Globalement, et contrairement à celles de 2011 dont le bon déroulement et les résultats ont apporté une preuve de la stabilité politique du pays, les prochaines élections présentent un autre enjeu. C’est une étape fondamentale de l’après-Constitution de 2011 en laquelle le Maroc, Etat, partis et institutions politiques doivent montrer leur attachement au choix démocratique. Elles mettront définitivement le pays, qui aspire à un développement économique appuyé sur des bases politiques saines, sur la voie de la démocratie. Les élections du 7 octobre, contrairement à celles d’il y a cinq ans montreront également jusqu’à quel point le citoyen marocain, beaucoup plus politisé qu’avant, a confiance en ses partis et ses institutions et en le jeu politique en général. Et cela, c’est le taux de participation, l’enjeu majeur de ce scrutin, qui va le montrer.

A l’heure où nous mettions sous presse, la commission de l’Intérieur à la Chambre des représentants devait adopter les deux projets d’amendement des lois organiques relatives aux partis politiques et à la première Chambre. Les deux amendements apportent trois faits nouveaux qui vont influencer les futures élections législatives. La révision du seuil électoral, qui passe de 6% à 3%, devrait permettre l’entrée de nouvelles formations au Parlement. Ce changement devrait également permettre à certains partis de continuer à disposer d’un groupe parlementaire. L’autre changement concerne les unions des partis. Concrètement, les unions et alliances de partis ne seront plus lésées, comme ce fut le cas en 2011, au moment du comptage des voix et lorsqu’il s’agit de la répartition des aides publiques concédées aux partis politiques pour financer leur campagne électorale. De même, la représentativité des femmes au Parlement devrait être sensiblement améliorée. Les jeunes femmes de moins de 40 ans peuvent désormais se présenter également sur la liste nationale consacrée aux jeunes qui compte 30 sièges.

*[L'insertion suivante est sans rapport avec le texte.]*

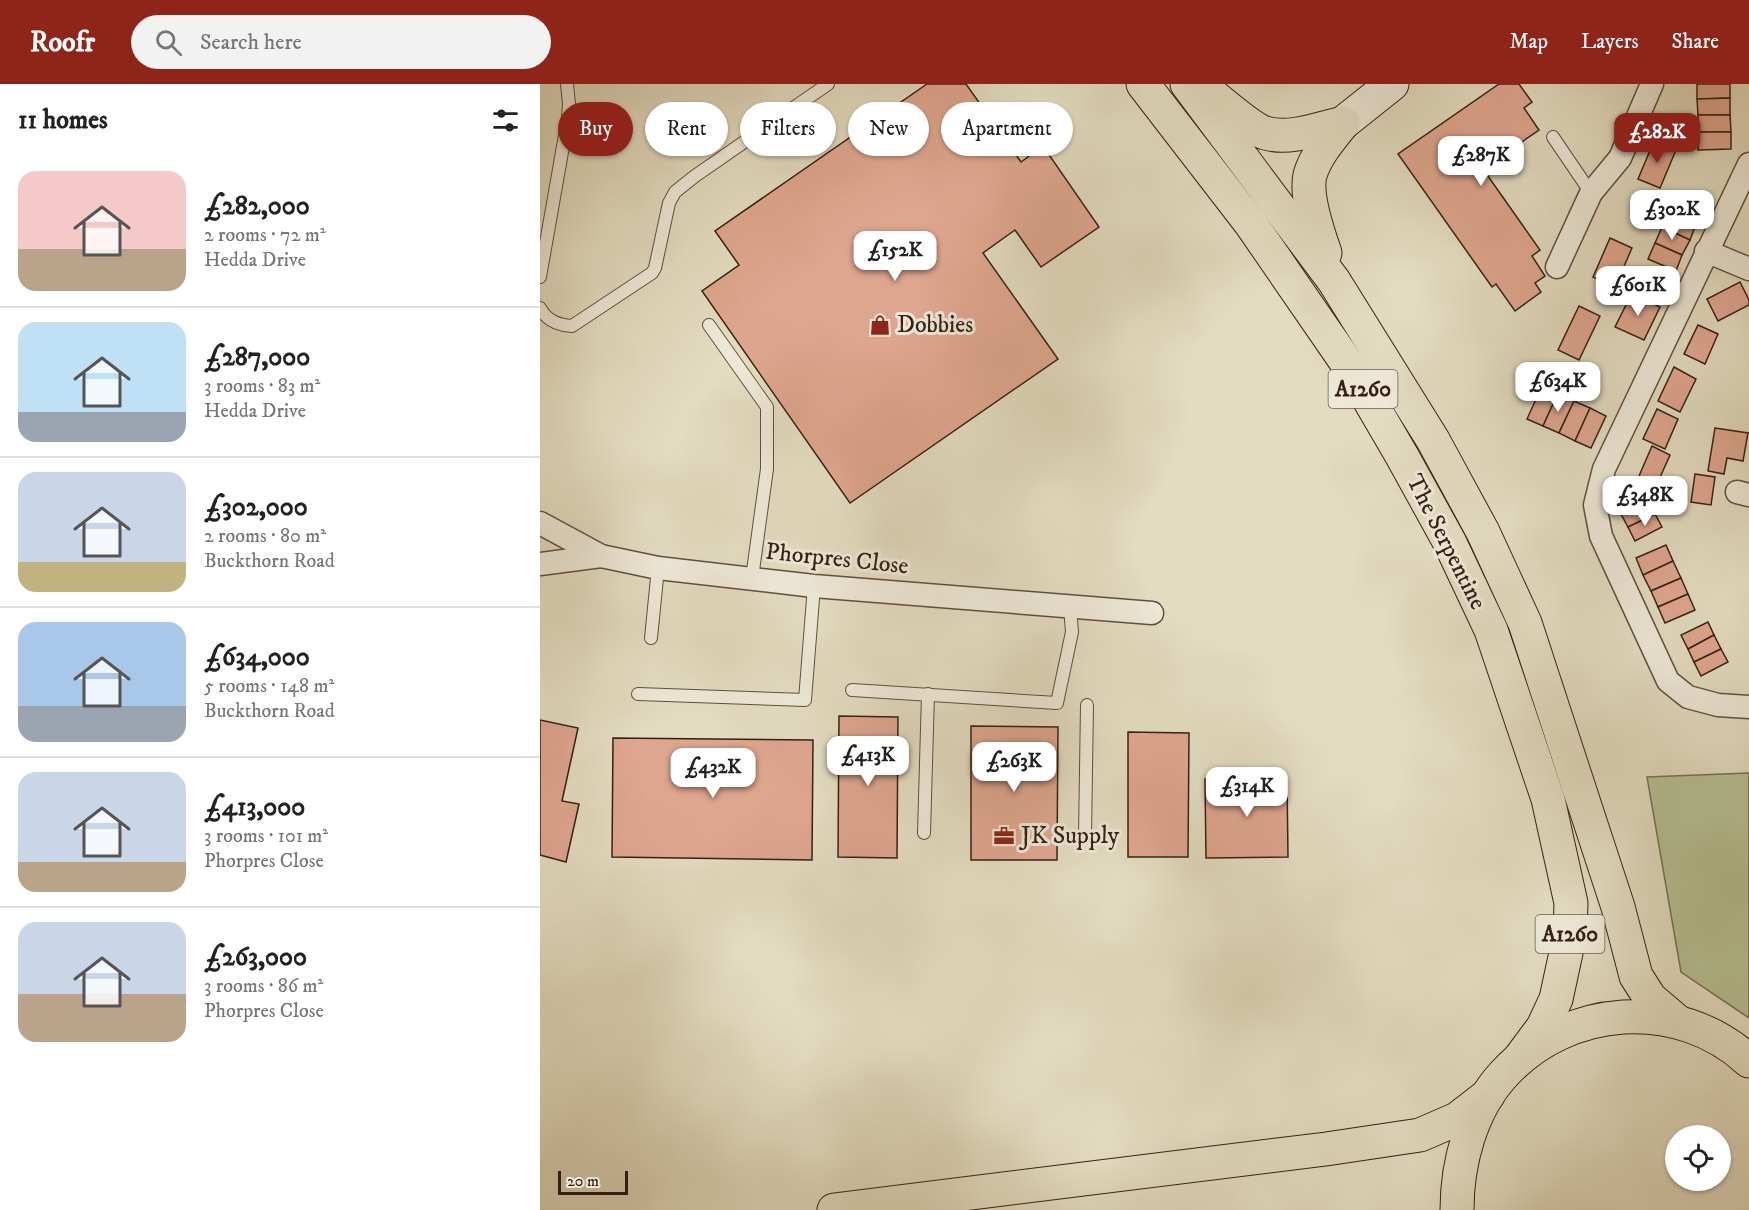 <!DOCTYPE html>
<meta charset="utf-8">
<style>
body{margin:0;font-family:"IM FELL DW Pica",serif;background:#f2f2f2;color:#222;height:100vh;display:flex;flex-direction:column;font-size:22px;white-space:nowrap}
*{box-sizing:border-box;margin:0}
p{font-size:20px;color:#767676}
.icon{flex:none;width:33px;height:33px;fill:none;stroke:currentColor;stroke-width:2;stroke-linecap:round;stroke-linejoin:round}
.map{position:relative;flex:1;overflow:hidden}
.sheet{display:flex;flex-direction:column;background:#fff;width:540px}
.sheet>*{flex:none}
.banner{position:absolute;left:18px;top:18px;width:570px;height:54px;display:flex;gap:12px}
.tools{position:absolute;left:1125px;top:1041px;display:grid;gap:12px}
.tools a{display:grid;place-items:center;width:66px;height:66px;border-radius:50%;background:#fff;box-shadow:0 2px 4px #0004;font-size:30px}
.scale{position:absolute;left:18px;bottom:15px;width:70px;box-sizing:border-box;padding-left:6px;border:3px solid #352013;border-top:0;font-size:16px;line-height:21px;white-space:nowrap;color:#352013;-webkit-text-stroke:4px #ede8d7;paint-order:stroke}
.price{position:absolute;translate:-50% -51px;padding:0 14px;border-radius:12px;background:#fff;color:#222;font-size:20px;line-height:39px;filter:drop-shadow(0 2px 3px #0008)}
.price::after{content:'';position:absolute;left:50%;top:36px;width:18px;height:14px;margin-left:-9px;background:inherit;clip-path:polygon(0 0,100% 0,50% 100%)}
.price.on{background:#8f2418;color:#fff}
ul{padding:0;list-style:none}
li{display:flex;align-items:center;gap:18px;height:150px;padding:0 18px}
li+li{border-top:2px solid #e0e0e0}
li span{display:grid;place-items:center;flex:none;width:168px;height:120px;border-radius:18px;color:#555}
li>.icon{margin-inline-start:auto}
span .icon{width:72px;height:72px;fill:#fffc;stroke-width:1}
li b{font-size:26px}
h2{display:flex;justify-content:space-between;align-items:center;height:72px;padding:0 18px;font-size:26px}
.chip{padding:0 21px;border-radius:27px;background:#fff;box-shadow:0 2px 4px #0004;font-size:21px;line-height:54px}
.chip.on{background:#8f2418;color:#fff}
header{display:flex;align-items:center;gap:36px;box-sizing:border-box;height:84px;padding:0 30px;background:#8f2418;color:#fff}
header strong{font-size:28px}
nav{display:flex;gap:33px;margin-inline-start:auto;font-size:21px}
.search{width:420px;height:54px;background:#f2f2f2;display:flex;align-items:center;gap:15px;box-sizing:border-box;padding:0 21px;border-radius:33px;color:#767676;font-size:22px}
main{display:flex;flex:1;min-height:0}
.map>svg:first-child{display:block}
.green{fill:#b5c092;stroke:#757052;stroke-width:1.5}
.building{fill:#dfa68f;stroke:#352013;stroke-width:1.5}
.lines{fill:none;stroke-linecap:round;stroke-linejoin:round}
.lane-casing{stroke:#604f3e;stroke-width:14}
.street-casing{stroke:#604f3e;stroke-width:25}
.secondary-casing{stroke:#352013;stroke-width:35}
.primary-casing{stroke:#352013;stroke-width:35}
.highway-casing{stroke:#352013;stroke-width:35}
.lane{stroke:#ede8d7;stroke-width:12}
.street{stroke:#ede8d7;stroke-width:22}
.secondary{stroke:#ede8d7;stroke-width:33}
.primary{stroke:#e3dcc1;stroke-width:33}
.highway{stroke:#e3dcc1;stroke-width:33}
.labels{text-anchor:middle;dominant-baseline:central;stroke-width:6;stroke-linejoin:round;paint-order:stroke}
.shield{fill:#ede8d7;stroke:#6c5c4e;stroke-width:1.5}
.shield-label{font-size:22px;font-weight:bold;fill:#352013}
.poi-label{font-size:24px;fill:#352013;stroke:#ede8d7;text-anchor:start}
.street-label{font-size:24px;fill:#352013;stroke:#ede8d7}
</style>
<header>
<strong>Roofr</strong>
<div class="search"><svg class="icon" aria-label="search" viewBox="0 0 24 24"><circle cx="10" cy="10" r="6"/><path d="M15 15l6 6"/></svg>Search here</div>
<nav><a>Map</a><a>Layers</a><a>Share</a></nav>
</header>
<main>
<section class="sheet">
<h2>11 homes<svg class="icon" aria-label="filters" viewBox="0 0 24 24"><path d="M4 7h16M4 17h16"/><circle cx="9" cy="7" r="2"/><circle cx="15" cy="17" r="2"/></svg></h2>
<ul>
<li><span style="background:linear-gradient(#f6c9c9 65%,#b9a48a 0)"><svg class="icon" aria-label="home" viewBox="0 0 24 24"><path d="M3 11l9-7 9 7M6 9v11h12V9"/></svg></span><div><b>£282,000</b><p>2 rooms · 72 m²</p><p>Hedda Drive</p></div></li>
<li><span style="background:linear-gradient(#bfe0f5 75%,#9aa5b1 0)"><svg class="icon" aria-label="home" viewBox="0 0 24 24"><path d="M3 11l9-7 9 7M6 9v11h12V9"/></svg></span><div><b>£287,000</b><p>3 rooms · 83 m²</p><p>Hedda Drive</p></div></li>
<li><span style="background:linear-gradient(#c9d6e8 75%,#c2b280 0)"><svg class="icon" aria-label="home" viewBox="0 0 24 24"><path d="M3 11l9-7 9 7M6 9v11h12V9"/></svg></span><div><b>£302,000</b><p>2 rooms · 80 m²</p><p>Buckthorn Road</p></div></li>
<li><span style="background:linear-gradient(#a9c7e8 70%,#9aa5b1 0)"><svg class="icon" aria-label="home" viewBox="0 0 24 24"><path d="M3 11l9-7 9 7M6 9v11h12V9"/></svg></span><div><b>£634,000</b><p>5 rooms · 148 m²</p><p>Buckthorn Road</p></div></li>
<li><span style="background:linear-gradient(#c9d6e8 75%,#b9a48a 0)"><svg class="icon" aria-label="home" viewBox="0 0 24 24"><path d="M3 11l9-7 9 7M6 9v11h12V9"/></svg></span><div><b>£413,000</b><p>3 rooms · 101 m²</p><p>Phorpres Close</p></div></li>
<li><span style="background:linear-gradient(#c9d6e8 60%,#b9a48a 0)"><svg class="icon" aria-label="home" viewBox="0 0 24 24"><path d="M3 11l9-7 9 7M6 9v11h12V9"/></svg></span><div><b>£263,000</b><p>3 rooms · 86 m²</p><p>Phorpres Close</p></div></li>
</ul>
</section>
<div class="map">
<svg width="1209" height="1126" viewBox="0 0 1209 1126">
<rect width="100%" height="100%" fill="#e3dcc1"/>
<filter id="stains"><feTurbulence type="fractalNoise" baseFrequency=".00333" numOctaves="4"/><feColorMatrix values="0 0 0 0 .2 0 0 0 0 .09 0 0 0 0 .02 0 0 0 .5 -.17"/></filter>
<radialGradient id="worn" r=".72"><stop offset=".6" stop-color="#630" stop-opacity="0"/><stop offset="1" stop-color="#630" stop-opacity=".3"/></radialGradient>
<polygon class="green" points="1209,689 1209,934 1141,888 1107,693"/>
<g class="building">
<polygon points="387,0 426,0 481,78 503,62 559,143 501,183 475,146 443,169 518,275 310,419 162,207 199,181 175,147"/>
<polygon points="959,0 979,0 992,18 984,24 999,46 943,85 1000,166 992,172 1005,192 995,199 1001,208 975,227 956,200 952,203 858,70"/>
<polygon points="1157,0 1190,0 1190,14 1157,15"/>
<polygon points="1190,14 1190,31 1158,31 1157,15"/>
<polygon points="1158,31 1190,31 1191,48 1158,48"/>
<polygon points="1158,48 1191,48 1191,65 1158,66"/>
<polygon points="1114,57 1136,66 1120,104 1098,95"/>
<polygon points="1136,112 1164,124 1156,140 1129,128"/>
<polygon points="1129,128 1156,140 1150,156 1122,143"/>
<polygon points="1122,143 1150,156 1142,171 1115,159"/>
<polygon points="1070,154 1092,164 1075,203 1053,193"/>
<polygon points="1115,159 1142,171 1136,187 1108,175"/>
<polygon points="1200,198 1209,216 1209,221 1178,237 1167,215"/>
<polygon points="1092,209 1120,223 1104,256 1075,243"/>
<polygon points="1039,222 1060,232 1039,276 1018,266"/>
<polygon points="1158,241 1178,250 1165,280 1144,270"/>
<polygon points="1134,283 1156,295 1140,328 1118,317"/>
<polygon points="1002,302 1018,309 1003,342 987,335"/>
<polygon points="1018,309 1034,317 1019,349 1003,342"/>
<polygon points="1034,317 1050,324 1035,357 1019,349"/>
<polygon points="1050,324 1066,332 1051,364 1035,357"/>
<polygon points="1117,325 1138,335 1125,365 1103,355"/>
<polygon points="1175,344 1208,349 1203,377 1187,374 1184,390 1168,387"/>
<polygon points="1112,362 1130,371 1117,400 1099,392"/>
<polygon points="1155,390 1175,393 1171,421 1151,418"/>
<polygon points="1101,403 1108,416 1081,430 1074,417"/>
<polygon points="1108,416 1115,430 1088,443 1081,430"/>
<polygon points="1115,430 1122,443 1095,457 1088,443"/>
<polygon points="1126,461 1133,477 1103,491 1096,474"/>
<polygon points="1133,477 1141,494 1111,507 1103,491"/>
<polygon points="1141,494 1148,510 1118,523 1111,507"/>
<polygon points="1148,510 1155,526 1125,539 1118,523"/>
<polygon points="1168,538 1174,551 1148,565 1141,551"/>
<polygon points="1174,551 1181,565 1154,578 1148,565"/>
<polygon points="1181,565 1188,578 1161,592 1154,578"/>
<polygon points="299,632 358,633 357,774 298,773"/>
<polygon points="0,636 38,644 22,717 39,720 26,778 0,771"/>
<polygon points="431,642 518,643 517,776 431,776"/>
<polygon points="588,648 649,649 648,773 588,773"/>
<polygon points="73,654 273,656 272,776 72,773"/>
<polygon points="747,694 748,773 666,774 665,695"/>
</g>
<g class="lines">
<g class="lane-casing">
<g id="lane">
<polyline points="1013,53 1051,109"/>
<polyline points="0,193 28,34 29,20 27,0"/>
<path d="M0,224C7,237 18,241 32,242L112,189L115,184L129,119L135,108L155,92L288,0"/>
<polyline points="169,241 227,323 227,385 212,494"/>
<polyline points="111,554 118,484"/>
<polyline points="312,606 517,619 532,548 530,523"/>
<polyline points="98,610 265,616 274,502"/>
<polyline points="384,749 388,610"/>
<polyline points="545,751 547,621"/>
</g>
</g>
<g class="street-casing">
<g id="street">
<polyline points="1209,80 1064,385 1055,421 1061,452 1128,597 1148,613 1178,621 1209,623"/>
<polyline points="1166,167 1209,185"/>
<polyline points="1017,183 1051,109 1080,74 1112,0"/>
<polyline points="1197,408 1209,411"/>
<polyline points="0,439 61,472 118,484 274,502 612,529"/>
<polyline points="0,480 61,472"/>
</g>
</g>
<g class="secondary-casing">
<polyline id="secondary" points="803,39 852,0"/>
</g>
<g class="primary-casing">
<g id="primary">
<polyline points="603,0 711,140 813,288 862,372 910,459 951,546 1008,715 1031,819 1030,850 1016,915 1003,943 980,974"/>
<polyline points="647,0 794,197 893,356 943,448 985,539 1078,823 1096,892 1110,914 1137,937"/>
<path d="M665,5C677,15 712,45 725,49C750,56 778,45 803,39"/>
<path d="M785,169C778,149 765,112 770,91C776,71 791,54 803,39"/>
</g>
</g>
<g class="highway-casing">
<g id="highway">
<polyline points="294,1126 786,1065 880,1051 917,1035 948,1011"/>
<path d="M917,1126C917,1079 931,1026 963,991C1027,920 1138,912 1209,977"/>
</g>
</g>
<use href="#lane" class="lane"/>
<use href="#street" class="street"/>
<use href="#secondary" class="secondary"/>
<use href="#primary" class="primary"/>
<use href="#highway" class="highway"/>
</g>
<defs>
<g id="shop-bare" transform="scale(1.62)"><path d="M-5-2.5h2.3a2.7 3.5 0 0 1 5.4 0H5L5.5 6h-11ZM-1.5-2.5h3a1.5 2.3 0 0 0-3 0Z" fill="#8f2418" stroke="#ede8d7" stroke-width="2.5" paint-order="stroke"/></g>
<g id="office-bare" transform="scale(1.62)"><path d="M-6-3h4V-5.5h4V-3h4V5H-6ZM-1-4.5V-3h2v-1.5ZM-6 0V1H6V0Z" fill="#8f2418" stroke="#ede8d7" stroke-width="2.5" paint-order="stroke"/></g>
</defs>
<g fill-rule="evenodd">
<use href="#shop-bare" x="340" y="241"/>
<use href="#office-bare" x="464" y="752"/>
</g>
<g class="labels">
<g class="shield">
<rect x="788.5" y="286" width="69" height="38" rx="4.5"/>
<rect x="995.5" y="831" width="69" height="38" rx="4.5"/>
</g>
<g class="shield-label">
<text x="823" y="305">A1260</text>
<text x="1030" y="850">A1260</text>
</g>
<g class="poi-label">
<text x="357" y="241">Dobbies</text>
<text x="481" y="752">JK Supply</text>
</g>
<g class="street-label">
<text transform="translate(906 458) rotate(63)">The Serpentine</text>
<text transform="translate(297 475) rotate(6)">Phorpres Close</text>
</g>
</g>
<rect width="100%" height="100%" filter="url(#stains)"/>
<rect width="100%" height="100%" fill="url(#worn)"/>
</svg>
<div class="tools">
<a><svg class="icon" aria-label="locate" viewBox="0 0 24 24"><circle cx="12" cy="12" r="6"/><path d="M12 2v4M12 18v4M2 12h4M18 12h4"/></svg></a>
</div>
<div class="scale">20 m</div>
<b class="price on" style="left:1117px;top:80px">£282K</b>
<b class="price" style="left:941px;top:103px">£287K</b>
<b class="price" style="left:1132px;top:157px">£302K</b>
<b class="price" style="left:355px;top:198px">£152K</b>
<b class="price" style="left:1098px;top:233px">£601K</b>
<b class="price" style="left:1018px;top:329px">£634K</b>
<b class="price" style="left:1105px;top:443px">£348K</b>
<b class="price" style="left:328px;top:703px">£413K</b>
<b class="price" style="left:474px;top:709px">£263K</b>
<b class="price" style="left:173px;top:715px">£432K</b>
<b class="price" style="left:707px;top:734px">£314K</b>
<div class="banner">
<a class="chip on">Buy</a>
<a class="chip">Rent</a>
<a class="chip">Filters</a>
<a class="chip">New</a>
<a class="chip">Apartment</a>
</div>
</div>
</main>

En même temps, l’inscription sur les listes électorales a également été révisée. Selon les nouvelles procédures mises en place, il est désormais permis de s’inscrire sur ces listes via internet. C’est déjà le cas depuis les dernières élections communales avec, toutefois, quelques changements permettant de lutter contre tout abus de la part des partis politiques. De même, les cartes d’électeurs disparaissent complètement. La carte nationale d’identité est suffisante pour pouvoir voter. Pour finir, le découpage électoral, un autre paramètre qui intervient dans le processus électoral, a également changé en l’espace de cinq années. La définition des principes généraux du découpage électoral est désormais entrée dans le domaine de la loi et fait donc partie des compétences des parlementaires.